The commission of this PPP can overlap with any of the other PPPs because the PPPs as a whole tend to mirror the merit system principles [(MSP)], and this PPP covers violations of laws, rules, and regulations implementing merit system principles.  Thus, it would be difficult to violate a different PPP without violating an MSP, which in turn violates the 12th PPP if there is a law, rule, or regulation involved.  It is hard to picture a situation in which a personnel action could occur without touching upon some law, rule, or regulation involving the merit principles.

If an employee appeals an adverse action and claims that it was the result of a section 2302(b)(12) PPP, how is a violation proven?
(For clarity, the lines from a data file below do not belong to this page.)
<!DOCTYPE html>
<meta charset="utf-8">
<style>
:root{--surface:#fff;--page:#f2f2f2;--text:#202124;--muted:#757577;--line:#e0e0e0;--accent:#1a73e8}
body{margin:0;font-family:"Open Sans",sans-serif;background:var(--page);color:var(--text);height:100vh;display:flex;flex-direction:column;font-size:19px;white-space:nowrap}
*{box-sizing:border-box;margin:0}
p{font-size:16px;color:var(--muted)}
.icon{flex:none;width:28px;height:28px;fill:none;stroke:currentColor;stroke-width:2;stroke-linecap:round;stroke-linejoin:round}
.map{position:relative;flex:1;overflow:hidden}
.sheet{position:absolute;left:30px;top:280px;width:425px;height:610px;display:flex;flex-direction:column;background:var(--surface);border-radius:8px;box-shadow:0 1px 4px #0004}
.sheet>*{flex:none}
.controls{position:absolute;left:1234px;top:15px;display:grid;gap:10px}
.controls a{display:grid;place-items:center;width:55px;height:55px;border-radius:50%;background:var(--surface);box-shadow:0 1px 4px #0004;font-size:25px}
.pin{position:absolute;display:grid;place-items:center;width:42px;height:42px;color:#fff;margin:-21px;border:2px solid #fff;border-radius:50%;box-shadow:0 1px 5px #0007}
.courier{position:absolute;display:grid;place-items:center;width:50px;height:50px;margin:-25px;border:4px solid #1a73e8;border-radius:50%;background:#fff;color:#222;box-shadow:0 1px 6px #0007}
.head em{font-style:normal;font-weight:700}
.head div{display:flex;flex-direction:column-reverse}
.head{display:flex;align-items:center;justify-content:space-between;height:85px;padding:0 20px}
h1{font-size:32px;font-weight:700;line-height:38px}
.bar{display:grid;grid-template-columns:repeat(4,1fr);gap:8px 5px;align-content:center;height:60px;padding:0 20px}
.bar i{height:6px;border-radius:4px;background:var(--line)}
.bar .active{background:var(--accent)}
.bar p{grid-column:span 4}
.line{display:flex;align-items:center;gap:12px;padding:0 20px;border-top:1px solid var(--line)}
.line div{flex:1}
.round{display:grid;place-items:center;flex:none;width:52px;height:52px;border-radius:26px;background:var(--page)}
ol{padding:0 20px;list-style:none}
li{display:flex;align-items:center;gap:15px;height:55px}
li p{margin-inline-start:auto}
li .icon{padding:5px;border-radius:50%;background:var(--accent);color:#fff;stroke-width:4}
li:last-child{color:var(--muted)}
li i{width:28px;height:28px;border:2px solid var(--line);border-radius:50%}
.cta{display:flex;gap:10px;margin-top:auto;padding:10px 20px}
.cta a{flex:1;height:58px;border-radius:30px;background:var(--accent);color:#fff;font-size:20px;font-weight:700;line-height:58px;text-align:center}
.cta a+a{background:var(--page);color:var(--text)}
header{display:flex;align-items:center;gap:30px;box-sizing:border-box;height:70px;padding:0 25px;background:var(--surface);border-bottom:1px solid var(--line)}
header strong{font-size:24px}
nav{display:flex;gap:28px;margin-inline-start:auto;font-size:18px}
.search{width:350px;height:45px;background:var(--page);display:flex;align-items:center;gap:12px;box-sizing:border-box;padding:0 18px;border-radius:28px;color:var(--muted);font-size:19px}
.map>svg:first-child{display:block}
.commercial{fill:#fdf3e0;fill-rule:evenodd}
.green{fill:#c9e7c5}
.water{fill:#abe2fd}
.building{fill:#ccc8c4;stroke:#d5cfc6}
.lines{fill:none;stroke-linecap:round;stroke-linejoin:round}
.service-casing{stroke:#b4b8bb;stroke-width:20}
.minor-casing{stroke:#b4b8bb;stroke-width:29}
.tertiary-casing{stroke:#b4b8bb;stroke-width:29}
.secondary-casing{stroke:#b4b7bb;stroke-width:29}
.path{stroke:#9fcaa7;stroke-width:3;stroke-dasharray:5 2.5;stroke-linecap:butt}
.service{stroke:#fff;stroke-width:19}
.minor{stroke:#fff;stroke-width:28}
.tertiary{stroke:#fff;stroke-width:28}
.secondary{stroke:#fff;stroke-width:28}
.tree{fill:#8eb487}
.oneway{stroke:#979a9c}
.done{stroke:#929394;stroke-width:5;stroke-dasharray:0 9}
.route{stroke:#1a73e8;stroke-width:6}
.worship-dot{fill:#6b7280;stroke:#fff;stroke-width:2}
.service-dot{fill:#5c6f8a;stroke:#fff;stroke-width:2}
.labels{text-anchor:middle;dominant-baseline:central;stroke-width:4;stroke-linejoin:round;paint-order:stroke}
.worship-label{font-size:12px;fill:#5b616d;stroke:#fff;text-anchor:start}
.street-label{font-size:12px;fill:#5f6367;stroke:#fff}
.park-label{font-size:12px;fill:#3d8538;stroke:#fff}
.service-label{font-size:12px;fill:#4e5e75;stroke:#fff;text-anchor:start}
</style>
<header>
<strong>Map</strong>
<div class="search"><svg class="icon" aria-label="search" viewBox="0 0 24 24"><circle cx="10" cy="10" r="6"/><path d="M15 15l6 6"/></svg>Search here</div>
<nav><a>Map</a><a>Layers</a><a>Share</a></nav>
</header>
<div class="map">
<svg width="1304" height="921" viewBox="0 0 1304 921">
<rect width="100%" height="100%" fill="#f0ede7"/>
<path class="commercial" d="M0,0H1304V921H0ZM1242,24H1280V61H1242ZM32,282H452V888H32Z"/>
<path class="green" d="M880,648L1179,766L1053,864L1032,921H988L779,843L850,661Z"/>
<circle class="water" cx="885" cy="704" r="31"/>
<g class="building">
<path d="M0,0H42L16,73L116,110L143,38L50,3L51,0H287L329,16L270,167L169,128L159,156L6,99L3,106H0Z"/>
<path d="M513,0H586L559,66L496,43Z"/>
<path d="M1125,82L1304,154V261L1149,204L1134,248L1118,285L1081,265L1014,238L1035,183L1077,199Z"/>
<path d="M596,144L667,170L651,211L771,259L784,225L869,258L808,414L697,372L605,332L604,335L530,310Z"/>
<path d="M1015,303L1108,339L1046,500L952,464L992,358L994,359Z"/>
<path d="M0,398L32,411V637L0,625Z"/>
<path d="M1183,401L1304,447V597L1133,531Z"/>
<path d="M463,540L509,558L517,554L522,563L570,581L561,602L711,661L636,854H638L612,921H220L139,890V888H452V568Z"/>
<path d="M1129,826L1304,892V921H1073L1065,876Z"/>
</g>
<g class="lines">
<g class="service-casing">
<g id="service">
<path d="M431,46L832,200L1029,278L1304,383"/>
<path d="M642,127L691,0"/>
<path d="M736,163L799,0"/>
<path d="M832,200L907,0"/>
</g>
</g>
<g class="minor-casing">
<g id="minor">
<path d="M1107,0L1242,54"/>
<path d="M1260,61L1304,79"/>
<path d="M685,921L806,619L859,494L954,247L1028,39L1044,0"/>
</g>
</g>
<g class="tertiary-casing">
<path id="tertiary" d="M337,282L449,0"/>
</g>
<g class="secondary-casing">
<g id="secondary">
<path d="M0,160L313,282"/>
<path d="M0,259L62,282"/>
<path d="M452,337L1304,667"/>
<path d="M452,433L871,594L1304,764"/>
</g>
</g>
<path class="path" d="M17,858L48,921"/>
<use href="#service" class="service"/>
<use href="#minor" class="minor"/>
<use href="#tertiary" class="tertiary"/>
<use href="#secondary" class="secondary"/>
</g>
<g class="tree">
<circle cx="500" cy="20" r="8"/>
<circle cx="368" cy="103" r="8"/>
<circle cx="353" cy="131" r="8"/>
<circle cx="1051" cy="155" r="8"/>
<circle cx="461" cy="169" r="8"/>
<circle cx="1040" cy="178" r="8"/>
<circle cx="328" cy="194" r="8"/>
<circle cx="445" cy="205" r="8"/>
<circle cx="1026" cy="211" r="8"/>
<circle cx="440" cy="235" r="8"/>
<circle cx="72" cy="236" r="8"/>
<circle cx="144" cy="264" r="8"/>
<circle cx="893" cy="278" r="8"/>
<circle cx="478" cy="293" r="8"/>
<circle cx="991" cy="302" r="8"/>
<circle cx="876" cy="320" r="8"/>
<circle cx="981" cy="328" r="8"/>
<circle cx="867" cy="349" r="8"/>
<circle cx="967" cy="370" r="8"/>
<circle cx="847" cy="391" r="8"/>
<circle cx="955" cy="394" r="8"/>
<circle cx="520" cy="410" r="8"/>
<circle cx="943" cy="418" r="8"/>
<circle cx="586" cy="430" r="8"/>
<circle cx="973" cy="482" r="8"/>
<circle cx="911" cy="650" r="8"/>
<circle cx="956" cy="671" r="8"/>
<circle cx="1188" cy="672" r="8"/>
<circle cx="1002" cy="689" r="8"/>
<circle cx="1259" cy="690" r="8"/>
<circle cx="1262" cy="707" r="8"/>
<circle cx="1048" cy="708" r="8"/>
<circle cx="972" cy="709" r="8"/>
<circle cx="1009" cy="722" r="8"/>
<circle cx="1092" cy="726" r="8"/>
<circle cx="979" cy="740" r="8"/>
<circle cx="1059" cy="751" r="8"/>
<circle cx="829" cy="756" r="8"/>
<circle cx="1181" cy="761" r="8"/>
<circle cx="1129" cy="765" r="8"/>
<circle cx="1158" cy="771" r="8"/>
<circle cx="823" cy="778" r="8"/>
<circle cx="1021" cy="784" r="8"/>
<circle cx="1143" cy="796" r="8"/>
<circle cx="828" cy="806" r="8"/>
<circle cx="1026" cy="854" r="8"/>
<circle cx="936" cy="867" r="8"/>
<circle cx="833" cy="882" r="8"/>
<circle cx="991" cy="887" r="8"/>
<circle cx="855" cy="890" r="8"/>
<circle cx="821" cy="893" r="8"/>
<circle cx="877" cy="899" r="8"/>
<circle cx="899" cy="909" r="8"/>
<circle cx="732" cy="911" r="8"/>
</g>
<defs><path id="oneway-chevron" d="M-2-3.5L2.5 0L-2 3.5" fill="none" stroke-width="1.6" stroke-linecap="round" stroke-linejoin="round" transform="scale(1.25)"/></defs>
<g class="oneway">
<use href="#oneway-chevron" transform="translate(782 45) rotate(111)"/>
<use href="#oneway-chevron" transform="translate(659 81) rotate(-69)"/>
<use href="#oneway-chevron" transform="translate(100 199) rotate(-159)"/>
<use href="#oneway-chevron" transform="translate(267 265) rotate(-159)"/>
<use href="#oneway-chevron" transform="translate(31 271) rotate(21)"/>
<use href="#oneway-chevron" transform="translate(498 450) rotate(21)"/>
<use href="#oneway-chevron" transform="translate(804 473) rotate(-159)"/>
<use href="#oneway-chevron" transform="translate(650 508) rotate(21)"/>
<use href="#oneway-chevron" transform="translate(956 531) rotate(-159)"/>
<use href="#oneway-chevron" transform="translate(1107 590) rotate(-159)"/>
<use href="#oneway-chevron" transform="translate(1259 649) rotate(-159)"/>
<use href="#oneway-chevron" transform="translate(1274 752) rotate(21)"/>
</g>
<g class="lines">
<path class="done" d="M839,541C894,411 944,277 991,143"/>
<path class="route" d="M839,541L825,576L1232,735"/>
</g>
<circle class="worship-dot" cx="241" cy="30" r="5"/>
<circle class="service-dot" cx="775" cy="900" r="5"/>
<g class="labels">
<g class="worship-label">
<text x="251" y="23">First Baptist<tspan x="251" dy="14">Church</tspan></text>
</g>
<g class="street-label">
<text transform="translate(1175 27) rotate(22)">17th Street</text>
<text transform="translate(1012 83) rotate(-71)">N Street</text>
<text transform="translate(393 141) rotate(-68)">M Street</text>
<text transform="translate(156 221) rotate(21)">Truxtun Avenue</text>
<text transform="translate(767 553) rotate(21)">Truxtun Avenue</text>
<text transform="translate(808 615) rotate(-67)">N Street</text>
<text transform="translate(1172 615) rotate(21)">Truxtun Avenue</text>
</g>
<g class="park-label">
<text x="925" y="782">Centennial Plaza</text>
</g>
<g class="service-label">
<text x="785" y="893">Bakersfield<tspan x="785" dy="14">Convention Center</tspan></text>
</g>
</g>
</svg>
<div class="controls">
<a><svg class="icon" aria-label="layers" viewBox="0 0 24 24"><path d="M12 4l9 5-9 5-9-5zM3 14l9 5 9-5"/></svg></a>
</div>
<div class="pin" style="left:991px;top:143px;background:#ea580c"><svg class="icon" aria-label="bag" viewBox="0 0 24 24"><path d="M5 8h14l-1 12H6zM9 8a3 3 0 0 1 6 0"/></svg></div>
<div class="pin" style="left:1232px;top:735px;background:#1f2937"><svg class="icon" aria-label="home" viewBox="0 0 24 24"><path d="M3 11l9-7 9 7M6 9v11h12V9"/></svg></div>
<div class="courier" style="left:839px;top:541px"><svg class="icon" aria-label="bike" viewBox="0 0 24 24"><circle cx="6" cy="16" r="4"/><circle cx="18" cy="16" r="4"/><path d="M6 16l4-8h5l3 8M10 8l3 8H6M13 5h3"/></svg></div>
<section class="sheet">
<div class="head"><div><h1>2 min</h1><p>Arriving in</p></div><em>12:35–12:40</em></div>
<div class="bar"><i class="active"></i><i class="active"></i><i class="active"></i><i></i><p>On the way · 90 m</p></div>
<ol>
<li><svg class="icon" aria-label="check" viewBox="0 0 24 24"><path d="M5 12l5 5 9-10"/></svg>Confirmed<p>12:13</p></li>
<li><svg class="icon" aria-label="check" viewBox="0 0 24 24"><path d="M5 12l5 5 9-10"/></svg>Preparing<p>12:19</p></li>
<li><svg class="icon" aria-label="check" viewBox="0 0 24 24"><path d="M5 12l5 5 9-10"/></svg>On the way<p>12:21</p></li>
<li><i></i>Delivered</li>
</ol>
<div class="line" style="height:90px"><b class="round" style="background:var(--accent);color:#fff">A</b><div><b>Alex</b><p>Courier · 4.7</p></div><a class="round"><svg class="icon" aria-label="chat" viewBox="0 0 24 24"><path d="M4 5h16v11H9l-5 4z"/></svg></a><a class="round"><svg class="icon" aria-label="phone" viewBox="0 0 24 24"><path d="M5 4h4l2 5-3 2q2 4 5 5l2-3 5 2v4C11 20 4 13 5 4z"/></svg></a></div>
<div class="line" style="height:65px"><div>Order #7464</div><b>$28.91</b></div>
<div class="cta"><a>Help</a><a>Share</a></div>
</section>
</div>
First, it is the appellant who has the burden of proof on any PPP claim.  See 5 U.S.C. § 7701(c)(2)(B), 5 C.F.R. § 1201.56(a)(2)(iii).  As to the method of proof, it was only recently that the Board recognized that its case law had not previously established the precise elements for proving a violation of this section.  In Jenkins v. Environmental Protection Agency, 118 M.S.P.R. 161 (2012), the Board addressed the appellant’s claims that her removal was the result of two PPPs, 5 U.S.C. §§ 2302(b)(9) (certain types of reprisal) and (b)(12).  The Board first noted as to the (b)(9) claims that in a case where the agency has already articulated a non-retaliatory reason for its action, i.e., the charged misconduct, it has done everything that would be required of it if the appellant had made a prima facie case, so that the Board’s inquiry proceeds directly to the ultimate question of whether, weighing all the evidence, the appellant has met her burden of proving illegal retaliation.  It then adopted a similar method of analysis for (b)(12) claims.  Specifically, it held that “under the circumstances of this appeal, we find that it is appropriate to proceed directly to the ultimate question of whether, weighing all the evidence, the appellant has met her burden of proving that the agency’s removal action violated a law, rule, or regulation implementing, or directly concerning, the merit system principles contained in 5 U.S.C. § 2301.”  Additionally, in Special Counsel v. Byrd,59 M.S.P.R. at 579, discussed above, the Board noted that unlike many of the other PPPs, there is no mention of motive in the text of (b)(12).  Thus, improper motive is not an element that must be proven to show a section (b)(12) PPP.  The elements for proving this PPP are: (1) a personnel action was taken; (2) the taking of this action violated a civil service law, rule or regulation; and (3) the law, rule or regulation violated implements or directly concerns a merit system principle.”  Id.